[Stored items]
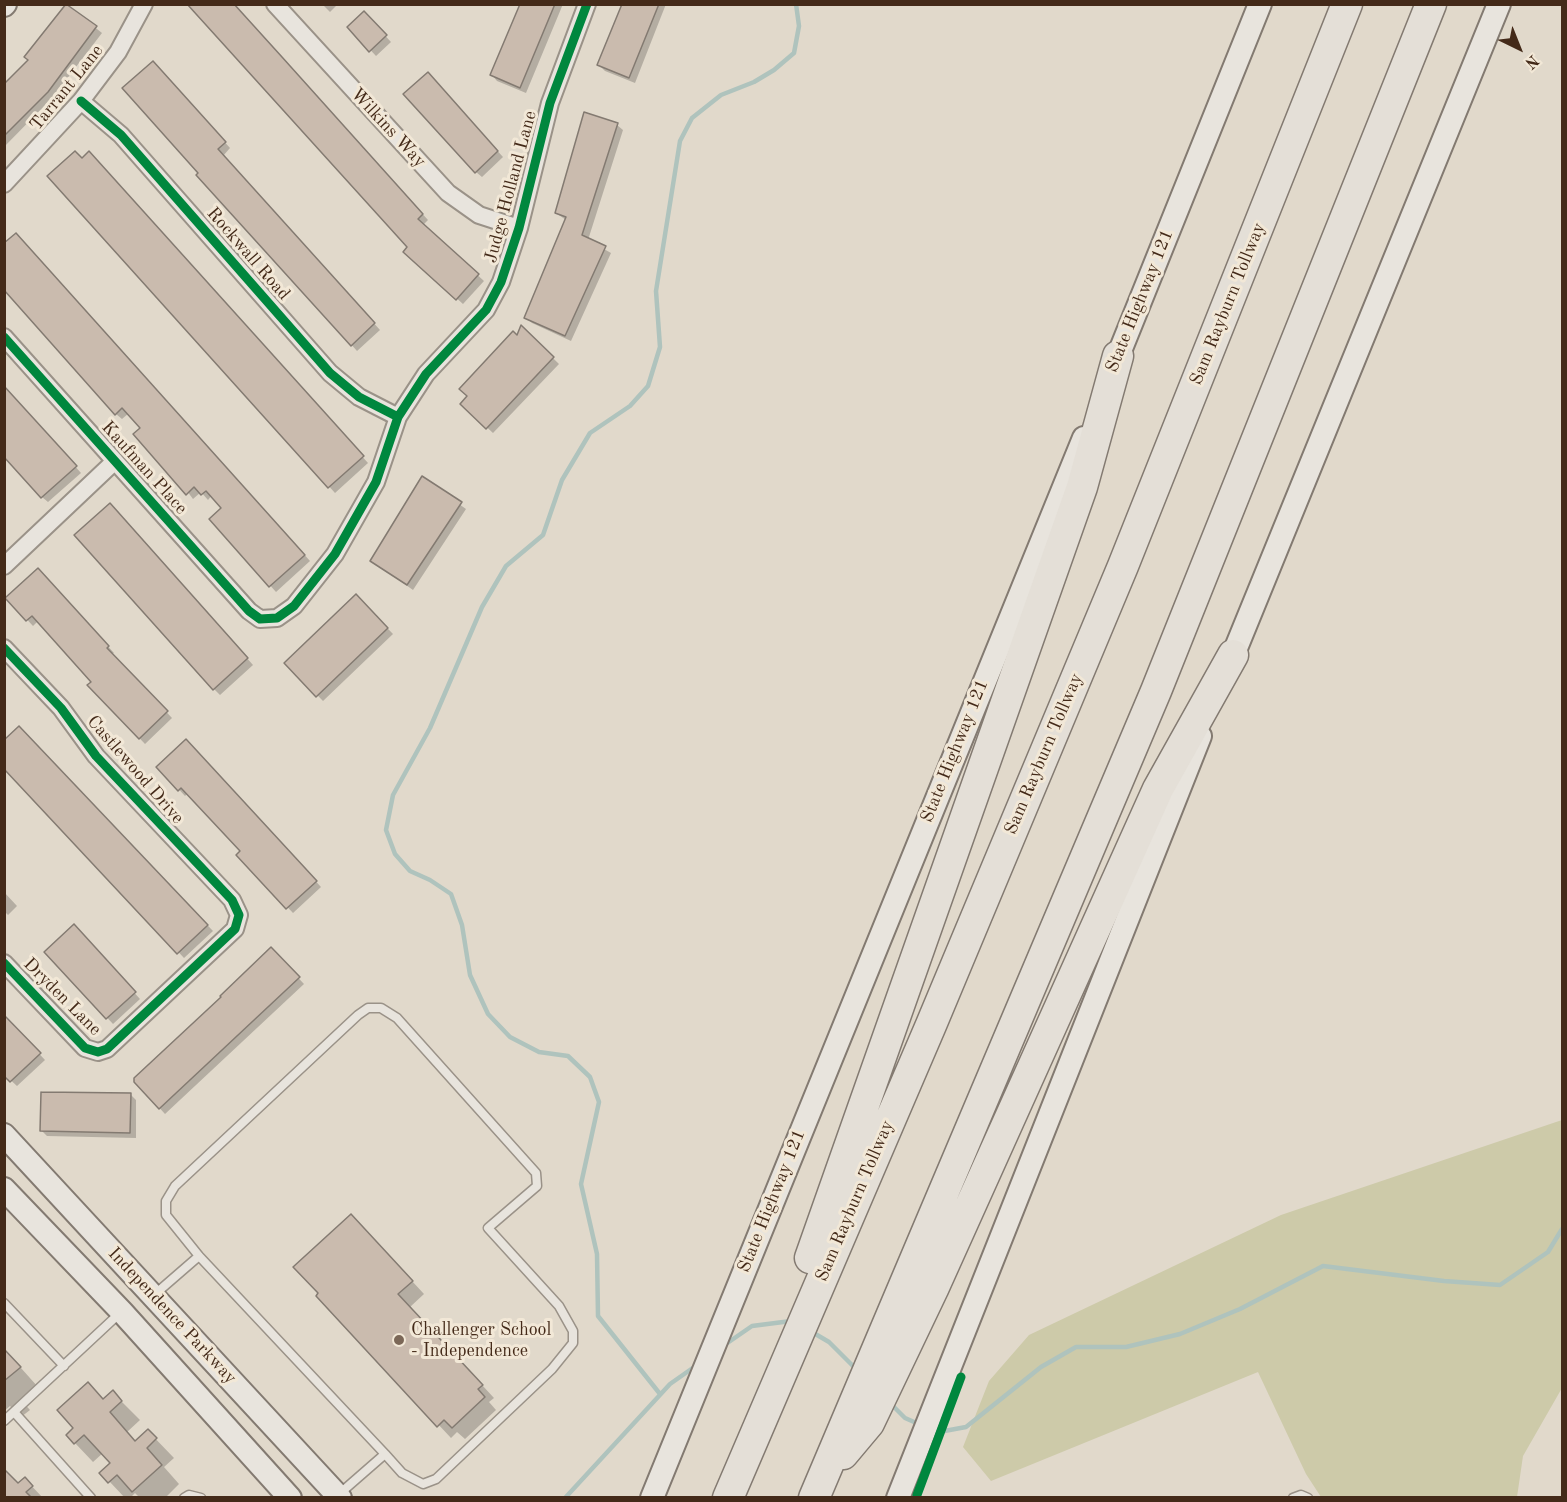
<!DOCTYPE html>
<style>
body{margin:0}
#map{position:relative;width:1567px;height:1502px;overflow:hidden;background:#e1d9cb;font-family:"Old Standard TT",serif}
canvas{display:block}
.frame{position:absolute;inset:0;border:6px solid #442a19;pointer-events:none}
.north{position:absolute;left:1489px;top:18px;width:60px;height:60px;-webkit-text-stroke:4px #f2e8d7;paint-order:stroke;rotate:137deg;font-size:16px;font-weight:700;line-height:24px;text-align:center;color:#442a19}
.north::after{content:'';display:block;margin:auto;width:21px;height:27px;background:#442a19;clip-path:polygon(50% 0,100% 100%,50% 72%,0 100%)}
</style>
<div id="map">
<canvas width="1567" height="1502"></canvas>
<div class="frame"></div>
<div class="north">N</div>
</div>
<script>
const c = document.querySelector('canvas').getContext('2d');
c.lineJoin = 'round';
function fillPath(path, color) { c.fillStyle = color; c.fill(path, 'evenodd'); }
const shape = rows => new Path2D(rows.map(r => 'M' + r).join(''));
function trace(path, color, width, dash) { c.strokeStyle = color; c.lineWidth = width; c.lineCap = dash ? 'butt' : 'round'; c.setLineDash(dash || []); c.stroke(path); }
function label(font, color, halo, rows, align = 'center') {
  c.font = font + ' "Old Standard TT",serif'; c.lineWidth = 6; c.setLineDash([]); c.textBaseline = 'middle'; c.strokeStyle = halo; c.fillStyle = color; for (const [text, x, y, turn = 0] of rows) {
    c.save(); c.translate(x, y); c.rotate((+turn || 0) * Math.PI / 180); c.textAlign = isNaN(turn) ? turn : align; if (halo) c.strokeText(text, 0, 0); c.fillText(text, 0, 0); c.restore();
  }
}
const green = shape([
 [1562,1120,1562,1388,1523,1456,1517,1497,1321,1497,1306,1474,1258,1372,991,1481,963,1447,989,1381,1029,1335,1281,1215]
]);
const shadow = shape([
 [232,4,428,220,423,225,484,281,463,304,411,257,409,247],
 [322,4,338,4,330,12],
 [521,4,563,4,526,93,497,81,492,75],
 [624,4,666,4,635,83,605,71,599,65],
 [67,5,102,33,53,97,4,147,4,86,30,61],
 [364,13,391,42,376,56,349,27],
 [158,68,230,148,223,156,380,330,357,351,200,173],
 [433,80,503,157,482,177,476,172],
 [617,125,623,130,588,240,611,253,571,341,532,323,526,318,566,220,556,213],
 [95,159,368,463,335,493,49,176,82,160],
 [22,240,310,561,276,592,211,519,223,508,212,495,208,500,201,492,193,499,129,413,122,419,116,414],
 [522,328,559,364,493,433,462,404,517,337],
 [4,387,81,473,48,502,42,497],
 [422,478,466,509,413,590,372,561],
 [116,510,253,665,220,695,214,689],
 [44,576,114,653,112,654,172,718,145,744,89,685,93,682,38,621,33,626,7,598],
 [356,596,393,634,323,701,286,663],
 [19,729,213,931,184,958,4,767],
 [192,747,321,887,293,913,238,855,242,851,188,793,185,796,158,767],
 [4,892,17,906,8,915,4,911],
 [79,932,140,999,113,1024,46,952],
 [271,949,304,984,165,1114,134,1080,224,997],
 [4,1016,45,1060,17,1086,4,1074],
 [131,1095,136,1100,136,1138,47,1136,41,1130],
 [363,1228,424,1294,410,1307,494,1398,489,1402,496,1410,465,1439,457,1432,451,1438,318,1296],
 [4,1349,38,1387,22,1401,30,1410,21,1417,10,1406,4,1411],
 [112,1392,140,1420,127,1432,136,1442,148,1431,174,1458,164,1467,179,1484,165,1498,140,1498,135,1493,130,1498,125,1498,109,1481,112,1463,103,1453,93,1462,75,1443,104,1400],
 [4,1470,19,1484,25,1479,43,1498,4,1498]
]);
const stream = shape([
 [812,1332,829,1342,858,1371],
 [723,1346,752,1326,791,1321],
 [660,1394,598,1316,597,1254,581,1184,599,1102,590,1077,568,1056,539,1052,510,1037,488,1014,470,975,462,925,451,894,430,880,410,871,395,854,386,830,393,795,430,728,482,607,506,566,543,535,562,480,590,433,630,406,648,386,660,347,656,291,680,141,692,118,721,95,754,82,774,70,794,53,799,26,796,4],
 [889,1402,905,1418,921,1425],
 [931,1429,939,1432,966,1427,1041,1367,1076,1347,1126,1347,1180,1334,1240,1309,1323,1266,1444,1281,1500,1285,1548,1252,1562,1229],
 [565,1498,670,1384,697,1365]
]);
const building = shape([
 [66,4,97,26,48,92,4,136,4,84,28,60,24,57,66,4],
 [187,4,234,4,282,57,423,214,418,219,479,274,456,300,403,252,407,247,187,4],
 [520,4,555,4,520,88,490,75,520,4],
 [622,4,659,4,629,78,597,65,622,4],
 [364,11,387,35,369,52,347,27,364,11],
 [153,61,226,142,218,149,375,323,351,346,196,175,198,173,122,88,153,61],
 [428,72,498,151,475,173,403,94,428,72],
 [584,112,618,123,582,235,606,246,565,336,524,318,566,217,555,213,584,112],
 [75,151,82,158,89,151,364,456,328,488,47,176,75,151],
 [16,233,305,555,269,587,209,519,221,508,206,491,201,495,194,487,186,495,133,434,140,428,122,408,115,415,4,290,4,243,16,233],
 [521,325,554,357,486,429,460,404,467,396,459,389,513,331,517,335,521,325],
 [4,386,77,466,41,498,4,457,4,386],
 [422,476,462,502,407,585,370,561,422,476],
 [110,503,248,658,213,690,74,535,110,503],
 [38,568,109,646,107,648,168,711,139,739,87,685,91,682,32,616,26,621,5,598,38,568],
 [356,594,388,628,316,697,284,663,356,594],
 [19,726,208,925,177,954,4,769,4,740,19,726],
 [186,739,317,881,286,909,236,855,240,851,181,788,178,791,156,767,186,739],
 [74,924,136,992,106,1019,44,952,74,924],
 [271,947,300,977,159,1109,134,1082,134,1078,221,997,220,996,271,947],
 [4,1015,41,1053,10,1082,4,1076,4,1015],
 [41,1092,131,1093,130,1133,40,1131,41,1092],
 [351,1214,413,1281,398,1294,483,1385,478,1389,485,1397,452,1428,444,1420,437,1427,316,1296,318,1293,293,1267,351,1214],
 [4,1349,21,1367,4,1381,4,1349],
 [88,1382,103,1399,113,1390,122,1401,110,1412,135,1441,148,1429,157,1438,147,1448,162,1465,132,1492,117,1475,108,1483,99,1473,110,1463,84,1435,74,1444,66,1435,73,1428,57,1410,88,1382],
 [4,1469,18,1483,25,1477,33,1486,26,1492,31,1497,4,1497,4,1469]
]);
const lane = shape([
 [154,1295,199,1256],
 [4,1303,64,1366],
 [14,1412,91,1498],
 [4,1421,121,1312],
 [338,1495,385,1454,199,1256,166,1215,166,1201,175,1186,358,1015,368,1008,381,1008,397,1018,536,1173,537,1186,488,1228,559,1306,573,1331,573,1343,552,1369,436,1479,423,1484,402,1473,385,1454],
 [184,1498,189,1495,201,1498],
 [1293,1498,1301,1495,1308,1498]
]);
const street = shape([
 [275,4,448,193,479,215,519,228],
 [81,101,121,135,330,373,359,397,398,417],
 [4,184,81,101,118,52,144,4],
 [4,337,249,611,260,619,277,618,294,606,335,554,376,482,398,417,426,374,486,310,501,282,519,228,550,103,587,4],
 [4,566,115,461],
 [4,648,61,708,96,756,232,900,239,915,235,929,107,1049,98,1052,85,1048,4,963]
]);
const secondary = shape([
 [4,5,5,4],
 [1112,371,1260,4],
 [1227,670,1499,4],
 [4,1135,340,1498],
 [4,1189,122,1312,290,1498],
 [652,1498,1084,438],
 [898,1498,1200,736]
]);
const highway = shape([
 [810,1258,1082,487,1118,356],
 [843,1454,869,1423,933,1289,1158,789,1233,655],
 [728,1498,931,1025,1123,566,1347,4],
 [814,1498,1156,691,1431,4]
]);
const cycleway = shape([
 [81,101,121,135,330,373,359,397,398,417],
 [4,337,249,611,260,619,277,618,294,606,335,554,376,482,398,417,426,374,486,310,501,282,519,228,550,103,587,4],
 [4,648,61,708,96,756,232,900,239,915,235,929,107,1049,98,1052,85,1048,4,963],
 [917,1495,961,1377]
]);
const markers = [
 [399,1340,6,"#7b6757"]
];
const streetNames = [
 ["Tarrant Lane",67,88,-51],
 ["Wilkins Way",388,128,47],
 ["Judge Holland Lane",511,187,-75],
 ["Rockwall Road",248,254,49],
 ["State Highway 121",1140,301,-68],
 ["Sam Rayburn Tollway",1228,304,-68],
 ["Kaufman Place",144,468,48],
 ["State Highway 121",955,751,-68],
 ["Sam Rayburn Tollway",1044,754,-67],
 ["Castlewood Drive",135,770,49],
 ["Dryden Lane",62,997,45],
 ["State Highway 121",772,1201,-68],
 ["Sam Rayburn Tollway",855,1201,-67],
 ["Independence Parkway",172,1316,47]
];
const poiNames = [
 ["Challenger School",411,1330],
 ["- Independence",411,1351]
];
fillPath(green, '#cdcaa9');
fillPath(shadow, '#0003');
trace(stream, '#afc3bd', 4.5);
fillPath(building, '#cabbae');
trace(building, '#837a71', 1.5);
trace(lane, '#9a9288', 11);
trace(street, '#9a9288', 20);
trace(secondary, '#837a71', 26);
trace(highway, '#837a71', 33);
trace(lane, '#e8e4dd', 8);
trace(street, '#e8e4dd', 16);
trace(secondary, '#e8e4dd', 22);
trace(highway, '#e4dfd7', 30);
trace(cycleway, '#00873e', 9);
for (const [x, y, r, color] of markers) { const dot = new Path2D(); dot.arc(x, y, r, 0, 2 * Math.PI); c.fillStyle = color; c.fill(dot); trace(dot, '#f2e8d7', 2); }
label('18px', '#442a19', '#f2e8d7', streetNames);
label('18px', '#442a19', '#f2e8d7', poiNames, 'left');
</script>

Exercise objective
The answer is a bare number: how many lines of the records contain the string "turn"?

Answer to this exercise
2